- **YOUR OBJECTIVE**
Bring together every line in the data that includes "none".
[EXTRACTED ENTRIES Boundary: Start]
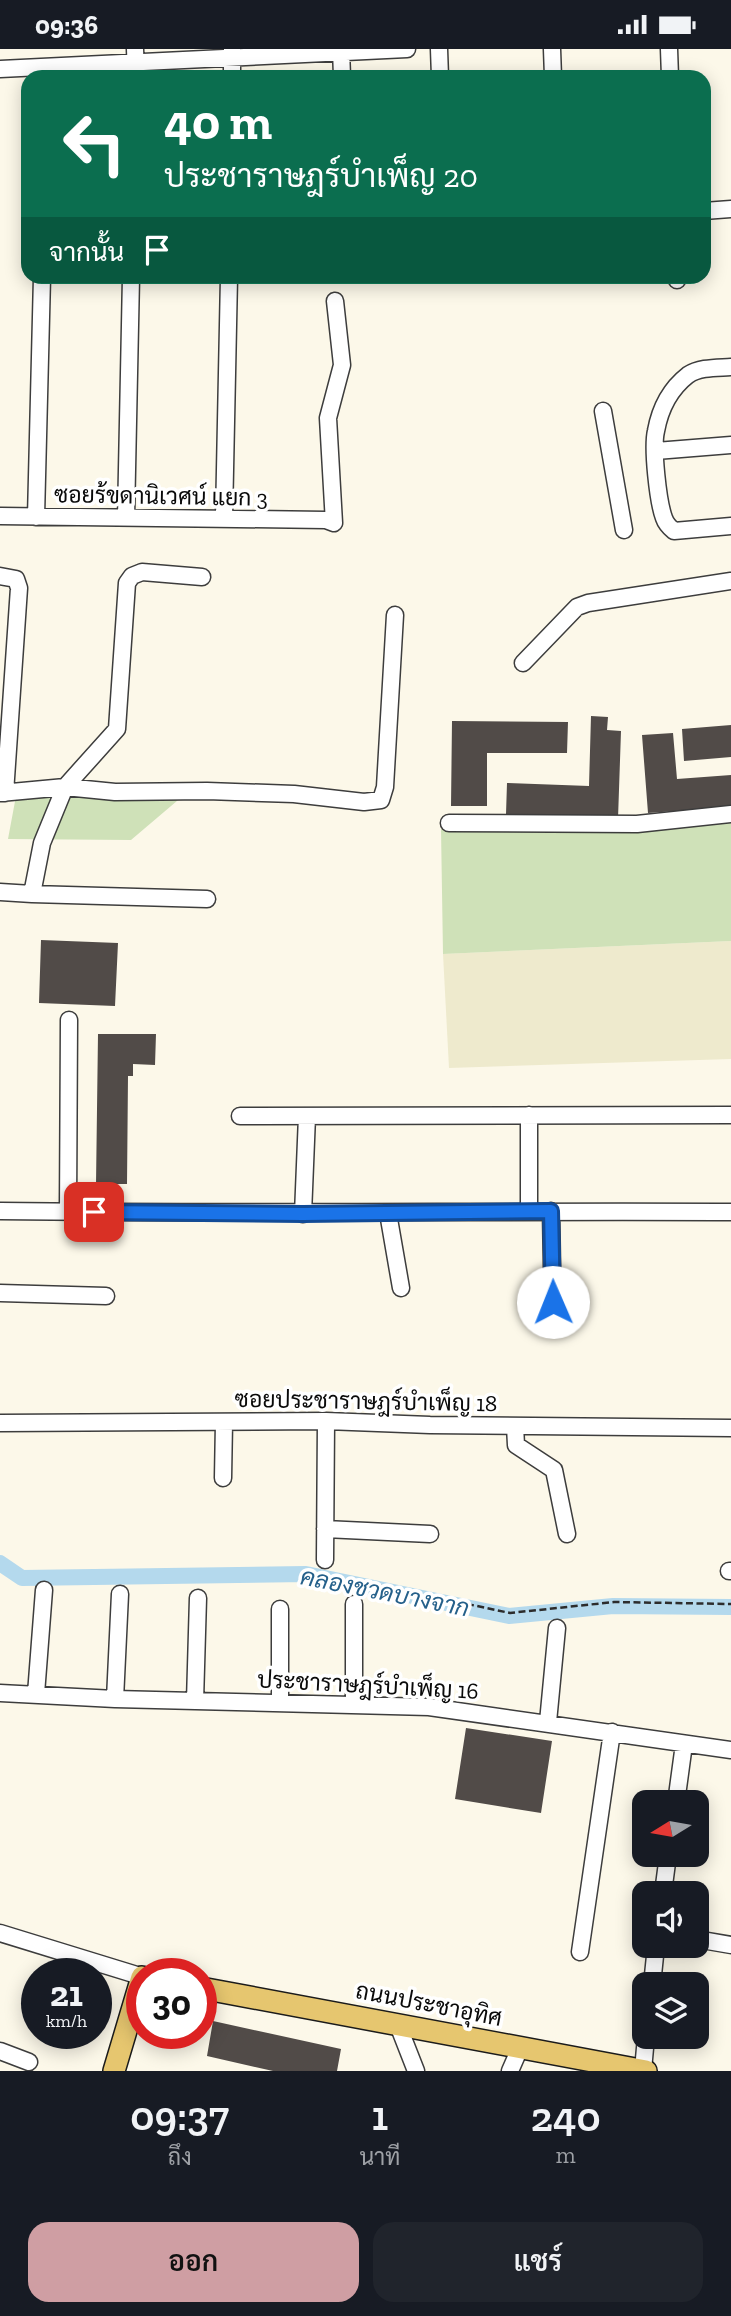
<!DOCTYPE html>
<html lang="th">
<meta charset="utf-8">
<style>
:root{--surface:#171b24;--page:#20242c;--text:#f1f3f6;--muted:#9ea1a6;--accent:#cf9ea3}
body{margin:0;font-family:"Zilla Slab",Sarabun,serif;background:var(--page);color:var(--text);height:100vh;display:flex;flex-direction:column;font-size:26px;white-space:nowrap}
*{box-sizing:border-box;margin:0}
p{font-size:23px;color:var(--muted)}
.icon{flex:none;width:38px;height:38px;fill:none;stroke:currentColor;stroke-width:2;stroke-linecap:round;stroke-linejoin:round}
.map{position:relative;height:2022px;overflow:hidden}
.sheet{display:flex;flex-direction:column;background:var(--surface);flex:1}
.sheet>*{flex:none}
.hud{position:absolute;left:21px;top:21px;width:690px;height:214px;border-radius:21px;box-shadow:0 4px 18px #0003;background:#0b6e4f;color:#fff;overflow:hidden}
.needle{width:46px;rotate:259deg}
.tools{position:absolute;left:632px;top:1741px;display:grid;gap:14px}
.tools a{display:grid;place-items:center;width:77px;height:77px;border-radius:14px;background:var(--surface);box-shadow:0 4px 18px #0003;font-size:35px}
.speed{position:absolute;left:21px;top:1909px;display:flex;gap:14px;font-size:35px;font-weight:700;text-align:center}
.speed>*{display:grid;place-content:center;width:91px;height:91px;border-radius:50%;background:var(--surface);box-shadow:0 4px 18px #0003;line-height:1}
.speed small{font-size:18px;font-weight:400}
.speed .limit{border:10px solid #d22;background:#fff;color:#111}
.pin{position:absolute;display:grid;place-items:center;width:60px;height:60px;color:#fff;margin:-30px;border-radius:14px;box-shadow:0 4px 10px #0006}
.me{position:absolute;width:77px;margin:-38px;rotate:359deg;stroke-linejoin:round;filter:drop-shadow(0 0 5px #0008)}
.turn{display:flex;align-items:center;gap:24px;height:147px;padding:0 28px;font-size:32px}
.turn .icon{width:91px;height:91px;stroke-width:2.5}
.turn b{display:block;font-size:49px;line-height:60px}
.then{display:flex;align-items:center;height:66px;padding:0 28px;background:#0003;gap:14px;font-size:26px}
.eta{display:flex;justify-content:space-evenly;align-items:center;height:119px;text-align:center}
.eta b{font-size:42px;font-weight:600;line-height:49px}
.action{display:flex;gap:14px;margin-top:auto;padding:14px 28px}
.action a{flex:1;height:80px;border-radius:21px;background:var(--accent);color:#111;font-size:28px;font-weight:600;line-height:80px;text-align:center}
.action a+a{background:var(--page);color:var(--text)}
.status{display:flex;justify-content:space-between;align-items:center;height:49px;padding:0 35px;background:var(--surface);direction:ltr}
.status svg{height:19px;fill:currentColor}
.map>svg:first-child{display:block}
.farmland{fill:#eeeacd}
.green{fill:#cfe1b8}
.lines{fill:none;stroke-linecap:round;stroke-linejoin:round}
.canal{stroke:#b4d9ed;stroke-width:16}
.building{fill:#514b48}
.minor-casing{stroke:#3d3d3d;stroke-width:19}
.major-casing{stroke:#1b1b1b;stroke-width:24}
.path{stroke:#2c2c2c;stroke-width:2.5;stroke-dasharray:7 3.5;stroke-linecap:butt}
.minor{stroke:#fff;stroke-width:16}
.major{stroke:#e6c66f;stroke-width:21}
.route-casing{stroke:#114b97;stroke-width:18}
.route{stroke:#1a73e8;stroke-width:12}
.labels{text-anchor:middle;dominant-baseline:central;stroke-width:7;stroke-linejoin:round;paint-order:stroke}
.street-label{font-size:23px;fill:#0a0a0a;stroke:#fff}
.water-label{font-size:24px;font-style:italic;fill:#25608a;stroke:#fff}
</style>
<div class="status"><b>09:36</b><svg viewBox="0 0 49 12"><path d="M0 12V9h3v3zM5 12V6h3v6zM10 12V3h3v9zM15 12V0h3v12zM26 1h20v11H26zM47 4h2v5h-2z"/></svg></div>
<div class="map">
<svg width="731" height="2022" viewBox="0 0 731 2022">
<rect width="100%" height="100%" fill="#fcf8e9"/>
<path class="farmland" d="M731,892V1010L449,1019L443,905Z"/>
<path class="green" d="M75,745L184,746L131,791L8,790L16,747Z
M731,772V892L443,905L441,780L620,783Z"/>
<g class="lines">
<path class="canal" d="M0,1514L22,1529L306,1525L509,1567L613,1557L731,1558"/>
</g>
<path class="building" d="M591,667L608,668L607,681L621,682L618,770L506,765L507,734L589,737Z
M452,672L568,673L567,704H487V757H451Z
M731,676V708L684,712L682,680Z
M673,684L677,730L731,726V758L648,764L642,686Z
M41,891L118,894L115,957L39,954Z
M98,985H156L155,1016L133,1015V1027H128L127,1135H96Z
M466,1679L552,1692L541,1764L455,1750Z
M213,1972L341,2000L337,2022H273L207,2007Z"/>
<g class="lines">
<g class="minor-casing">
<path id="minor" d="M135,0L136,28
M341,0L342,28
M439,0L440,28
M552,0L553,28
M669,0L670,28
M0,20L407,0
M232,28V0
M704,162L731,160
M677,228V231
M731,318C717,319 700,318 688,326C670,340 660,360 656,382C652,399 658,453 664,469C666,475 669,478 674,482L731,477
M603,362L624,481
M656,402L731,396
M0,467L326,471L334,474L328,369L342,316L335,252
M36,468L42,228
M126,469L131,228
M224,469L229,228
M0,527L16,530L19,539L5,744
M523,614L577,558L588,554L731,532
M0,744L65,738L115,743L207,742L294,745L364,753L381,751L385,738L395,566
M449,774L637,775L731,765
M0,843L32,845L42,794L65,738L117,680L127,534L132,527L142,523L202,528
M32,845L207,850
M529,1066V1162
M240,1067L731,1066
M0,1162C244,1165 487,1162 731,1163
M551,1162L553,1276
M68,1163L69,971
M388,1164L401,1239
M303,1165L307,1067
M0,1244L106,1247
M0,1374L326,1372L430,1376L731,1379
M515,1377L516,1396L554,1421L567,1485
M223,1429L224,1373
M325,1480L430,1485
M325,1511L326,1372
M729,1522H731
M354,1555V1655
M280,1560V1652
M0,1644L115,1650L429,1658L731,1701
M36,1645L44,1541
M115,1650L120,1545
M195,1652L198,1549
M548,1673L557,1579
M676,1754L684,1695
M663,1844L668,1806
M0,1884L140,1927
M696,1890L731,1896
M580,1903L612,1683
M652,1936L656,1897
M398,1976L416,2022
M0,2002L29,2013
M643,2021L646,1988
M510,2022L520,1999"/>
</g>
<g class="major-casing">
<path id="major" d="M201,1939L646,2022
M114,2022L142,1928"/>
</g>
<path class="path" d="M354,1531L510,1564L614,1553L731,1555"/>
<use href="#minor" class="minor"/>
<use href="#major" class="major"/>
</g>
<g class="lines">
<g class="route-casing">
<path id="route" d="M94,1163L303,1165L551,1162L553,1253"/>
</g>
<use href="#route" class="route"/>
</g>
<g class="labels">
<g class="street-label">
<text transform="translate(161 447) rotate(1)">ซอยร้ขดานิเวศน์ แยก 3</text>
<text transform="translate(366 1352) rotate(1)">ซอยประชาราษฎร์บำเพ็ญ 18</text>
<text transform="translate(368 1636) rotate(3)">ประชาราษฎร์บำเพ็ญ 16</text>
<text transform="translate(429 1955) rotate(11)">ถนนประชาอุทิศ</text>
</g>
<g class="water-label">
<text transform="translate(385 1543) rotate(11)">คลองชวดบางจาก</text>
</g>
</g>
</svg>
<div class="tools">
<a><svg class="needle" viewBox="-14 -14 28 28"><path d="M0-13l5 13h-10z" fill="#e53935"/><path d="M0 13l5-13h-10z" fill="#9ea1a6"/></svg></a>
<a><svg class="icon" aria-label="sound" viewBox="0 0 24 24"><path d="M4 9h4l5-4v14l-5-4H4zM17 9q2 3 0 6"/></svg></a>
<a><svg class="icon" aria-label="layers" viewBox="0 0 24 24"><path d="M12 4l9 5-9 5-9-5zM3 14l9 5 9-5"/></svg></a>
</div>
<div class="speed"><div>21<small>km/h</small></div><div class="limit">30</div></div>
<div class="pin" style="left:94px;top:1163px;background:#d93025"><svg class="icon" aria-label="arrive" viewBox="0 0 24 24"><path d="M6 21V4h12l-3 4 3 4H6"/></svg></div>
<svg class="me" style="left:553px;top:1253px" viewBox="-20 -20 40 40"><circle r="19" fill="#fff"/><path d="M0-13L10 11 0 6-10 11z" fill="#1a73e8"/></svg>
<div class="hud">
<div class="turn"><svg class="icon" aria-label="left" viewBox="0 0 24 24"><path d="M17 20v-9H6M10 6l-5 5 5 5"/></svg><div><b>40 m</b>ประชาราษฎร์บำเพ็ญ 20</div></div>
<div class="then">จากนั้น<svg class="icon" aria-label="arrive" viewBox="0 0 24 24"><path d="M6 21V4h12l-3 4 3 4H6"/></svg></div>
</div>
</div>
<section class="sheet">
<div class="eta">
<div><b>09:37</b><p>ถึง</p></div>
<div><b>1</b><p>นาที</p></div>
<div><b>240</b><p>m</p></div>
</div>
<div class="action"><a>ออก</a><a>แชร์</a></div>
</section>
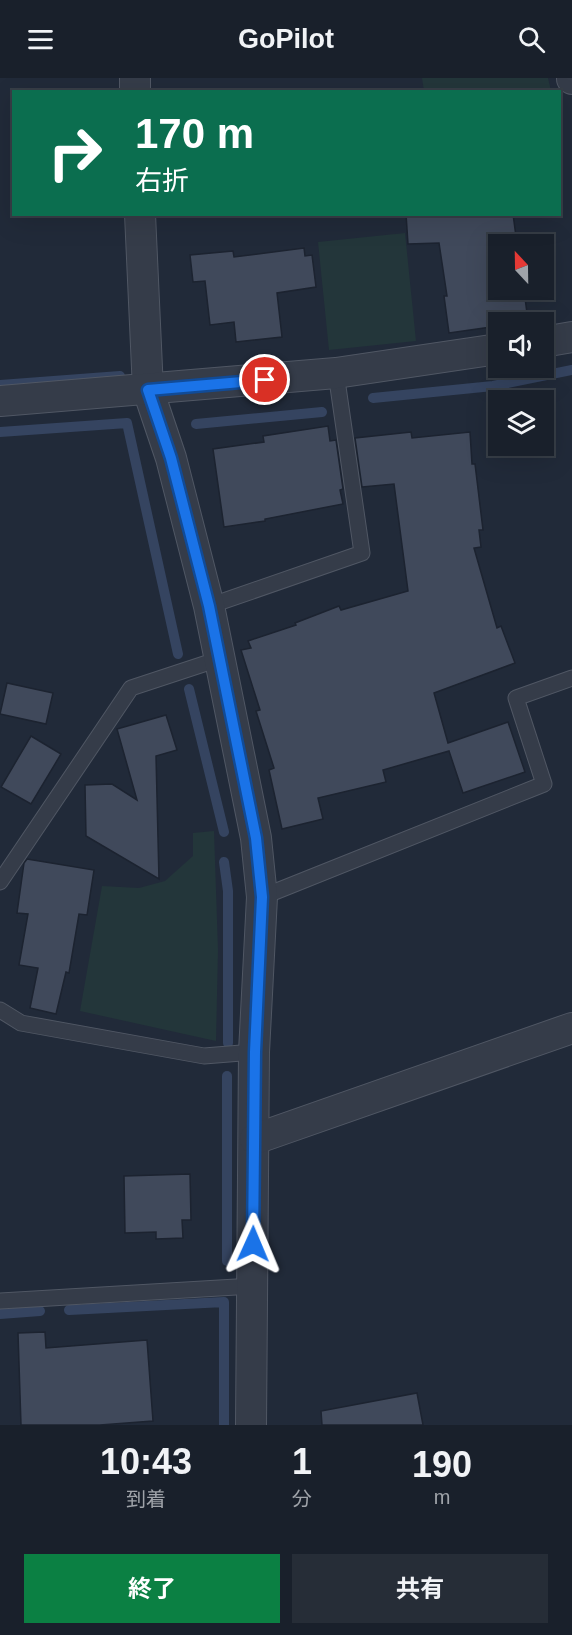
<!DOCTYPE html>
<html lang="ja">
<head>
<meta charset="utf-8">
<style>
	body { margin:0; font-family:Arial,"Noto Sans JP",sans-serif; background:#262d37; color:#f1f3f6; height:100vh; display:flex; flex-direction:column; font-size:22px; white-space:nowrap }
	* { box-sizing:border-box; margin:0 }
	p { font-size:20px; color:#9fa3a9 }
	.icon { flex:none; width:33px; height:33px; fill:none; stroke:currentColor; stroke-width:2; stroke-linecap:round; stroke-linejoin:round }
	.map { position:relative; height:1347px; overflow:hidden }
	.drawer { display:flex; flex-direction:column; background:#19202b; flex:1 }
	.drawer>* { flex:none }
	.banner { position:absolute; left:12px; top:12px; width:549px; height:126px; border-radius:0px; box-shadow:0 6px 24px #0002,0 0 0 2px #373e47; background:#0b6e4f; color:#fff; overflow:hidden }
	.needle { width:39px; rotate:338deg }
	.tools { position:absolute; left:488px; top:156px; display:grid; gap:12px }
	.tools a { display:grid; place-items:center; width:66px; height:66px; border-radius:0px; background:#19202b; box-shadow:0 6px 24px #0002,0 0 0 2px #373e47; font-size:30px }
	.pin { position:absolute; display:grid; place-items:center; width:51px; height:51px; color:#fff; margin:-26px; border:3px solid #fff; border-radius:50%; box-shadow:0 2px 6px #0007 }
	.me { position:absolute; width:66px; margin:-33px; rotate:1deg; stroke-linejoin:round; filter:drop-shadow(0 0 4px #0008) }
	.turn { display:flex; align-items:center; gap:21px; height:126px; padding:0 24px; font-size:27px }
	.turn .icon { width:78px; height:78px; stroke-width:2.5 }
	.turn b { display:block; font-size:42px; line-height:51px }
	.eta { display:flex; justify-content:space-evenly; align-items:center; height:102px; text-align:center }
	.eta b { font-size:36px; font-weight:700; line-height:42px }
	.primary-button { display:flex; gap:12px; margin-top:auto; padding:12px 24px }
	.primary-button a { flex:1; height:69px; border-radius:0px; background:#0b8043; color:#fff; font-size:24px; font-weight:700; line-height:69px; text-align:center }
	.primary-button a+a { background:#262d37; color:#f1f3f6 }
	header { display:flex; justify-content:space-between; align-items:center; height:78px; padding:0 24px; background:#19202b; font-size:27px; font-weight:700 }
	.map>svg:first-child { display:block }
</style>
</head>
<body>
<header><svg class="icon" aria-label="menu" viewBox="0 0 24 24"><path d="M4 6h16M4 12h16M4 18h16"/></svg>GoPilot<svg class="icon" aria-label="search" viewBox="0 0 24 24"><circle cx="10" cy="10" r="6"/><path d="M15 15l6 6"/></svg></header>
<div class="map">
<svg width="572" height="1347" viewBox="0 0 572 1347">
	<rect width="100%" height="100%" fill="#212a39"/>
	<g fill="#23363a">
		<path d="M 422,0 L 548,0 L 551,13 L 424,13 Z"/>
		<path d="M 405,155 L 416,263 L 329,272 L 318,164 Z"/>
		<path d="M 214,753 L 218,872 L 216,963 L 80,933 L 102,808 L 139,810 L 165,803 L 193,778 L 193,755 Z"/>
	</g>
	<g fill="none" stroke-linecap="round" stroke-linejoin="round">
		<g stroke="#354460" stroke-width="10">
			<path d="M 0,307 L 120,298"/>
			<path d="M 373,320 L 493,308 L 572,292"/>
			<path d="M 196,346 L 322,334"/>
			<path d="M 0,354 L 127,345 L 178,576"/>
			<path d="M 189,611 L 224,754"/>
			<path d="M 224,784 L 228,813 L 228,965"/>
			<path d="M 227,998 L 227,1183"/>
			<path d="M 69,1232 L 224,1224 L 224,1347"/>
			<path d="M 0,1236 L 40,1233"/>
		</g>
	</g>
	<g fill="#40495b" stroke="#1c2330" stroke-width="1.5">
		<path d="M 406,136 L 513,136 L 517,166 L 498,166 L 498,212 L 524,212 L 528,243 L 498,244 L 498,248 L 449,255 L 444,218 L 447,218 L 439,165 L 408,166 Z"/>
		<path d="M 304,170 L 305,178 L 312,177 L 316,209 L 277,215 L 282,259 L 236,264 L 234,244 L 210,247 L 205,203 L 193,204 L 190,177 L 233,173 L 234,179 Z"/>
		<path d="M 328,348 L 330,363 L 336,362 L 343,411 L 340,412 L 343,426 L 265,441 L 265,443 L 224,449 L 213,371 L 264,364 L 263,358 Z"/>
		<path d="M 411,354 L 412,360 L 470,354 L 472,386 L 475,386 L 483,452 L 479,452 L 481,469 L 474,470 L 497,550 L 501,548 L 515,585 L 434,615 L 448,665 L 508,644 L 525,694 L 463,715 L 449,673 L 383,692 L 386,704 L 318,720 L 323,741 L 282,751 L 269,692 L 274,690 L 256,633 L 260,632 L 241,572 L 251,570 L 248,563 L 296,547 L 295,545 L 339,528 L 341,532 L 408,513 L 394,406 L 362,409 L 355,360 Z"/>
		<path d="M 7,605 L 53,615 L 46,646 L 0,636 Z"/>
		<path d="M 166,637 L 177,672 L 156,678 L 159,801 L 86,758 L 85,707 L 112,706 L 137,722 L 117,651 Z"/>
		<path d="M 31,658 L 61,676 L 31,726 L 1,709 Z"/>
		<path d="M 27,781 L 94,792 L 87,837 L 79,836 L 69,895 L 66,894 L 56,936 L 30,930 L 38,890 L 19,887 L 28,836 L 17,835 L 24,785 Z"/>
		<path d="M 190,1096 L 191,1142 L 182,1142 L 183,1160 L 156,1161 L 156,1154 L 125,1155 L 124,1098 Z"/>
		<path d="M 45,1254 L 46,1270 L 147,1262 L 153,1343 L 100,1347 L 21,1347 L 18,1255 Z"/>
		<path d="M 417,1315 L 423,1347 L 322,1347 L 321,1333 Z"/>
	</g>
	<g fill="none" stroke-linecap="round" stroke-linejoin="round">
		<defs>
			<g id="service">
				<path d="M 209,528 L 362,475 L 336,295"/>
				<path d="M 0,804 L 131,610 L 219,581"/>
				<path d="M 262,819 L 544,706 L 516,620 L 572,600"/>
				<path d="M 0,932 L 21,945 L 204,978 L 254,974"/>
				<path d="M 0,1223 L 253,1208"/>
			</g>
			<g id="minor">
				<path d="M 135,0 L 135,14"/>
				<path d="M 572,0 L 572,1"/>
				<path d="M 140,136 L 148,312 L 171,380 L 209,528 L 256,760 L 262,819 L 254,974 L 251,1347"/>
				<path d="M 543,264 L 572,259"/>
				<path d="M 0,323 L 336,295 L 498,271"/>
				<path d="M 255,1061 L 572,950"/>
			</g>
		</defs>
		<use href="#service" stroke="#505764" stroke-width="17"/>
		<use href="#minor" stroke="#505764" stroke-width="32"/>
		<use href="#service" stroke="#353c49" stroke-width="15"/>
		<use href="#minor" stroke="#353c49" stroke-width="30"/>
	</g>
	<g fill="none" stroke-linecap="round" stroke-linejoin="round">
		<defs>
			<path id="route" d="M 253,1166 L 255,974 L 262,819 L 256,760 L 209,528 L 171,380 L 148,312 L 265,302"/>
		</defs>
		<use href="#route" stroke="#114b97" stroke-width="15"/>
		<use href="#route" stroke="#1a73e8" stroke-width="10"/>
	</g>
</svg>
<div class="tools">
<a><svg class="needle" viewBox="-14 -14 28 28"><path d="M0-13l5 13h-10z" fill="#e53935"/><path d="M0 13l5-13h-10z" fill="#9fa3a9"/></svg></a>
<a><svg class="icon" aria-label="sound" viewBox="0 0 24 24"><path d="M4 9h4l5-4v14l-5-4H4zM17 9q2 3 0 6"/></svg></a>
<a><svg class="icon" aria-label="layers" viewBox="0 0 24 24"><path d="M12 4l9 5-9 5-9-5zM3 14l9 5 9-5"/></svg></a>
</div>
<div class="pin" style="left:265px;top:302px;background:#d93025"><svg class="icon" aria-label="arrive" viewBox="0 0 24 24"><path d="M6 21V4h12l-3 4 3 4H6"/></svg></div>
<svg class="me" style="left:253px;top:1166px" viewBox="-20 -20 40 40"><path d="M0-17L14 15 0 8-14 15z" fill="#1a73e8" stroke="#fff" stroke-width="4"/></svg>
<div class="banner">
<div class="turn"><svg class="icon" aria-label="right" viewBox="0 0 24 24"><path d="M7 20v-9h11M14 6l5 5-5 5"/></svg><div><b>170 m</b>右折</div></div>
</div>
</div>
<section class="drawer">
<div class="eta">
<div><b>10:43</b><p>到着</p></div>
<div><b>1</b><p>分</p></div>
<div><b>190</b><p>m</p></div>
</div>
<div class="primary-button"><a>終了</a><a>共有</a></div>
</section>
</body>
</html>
[EXTRACTED ENTRIES Boundary: End]
- **SOLUTION**
.icon{flex:none;width:38px;height:38px;fill:none;stroke:currentColor;stroke-width:2;stroke-linecap:round;stroke-linejoin:round}
.sheet>*{flex:none}
.lines{fill:none;stroke-linecap:round;stroke-linejoin:round}
	.icon { flex:none; width:33px; height:33px; fill:none; stroke:currentColor; stroke-width:2; stroke-linecap:round; stroke-linejoin:round }
	.drawer>* { flex:none }
	<g fill="none" stroke-linecap="round" stroke-linejoin="round">
	<g fill="none" stroke-linecap="round" stroke-linejoin="round">
	<g fill="none" stroke-linecap="round" stroke-linejoin="round">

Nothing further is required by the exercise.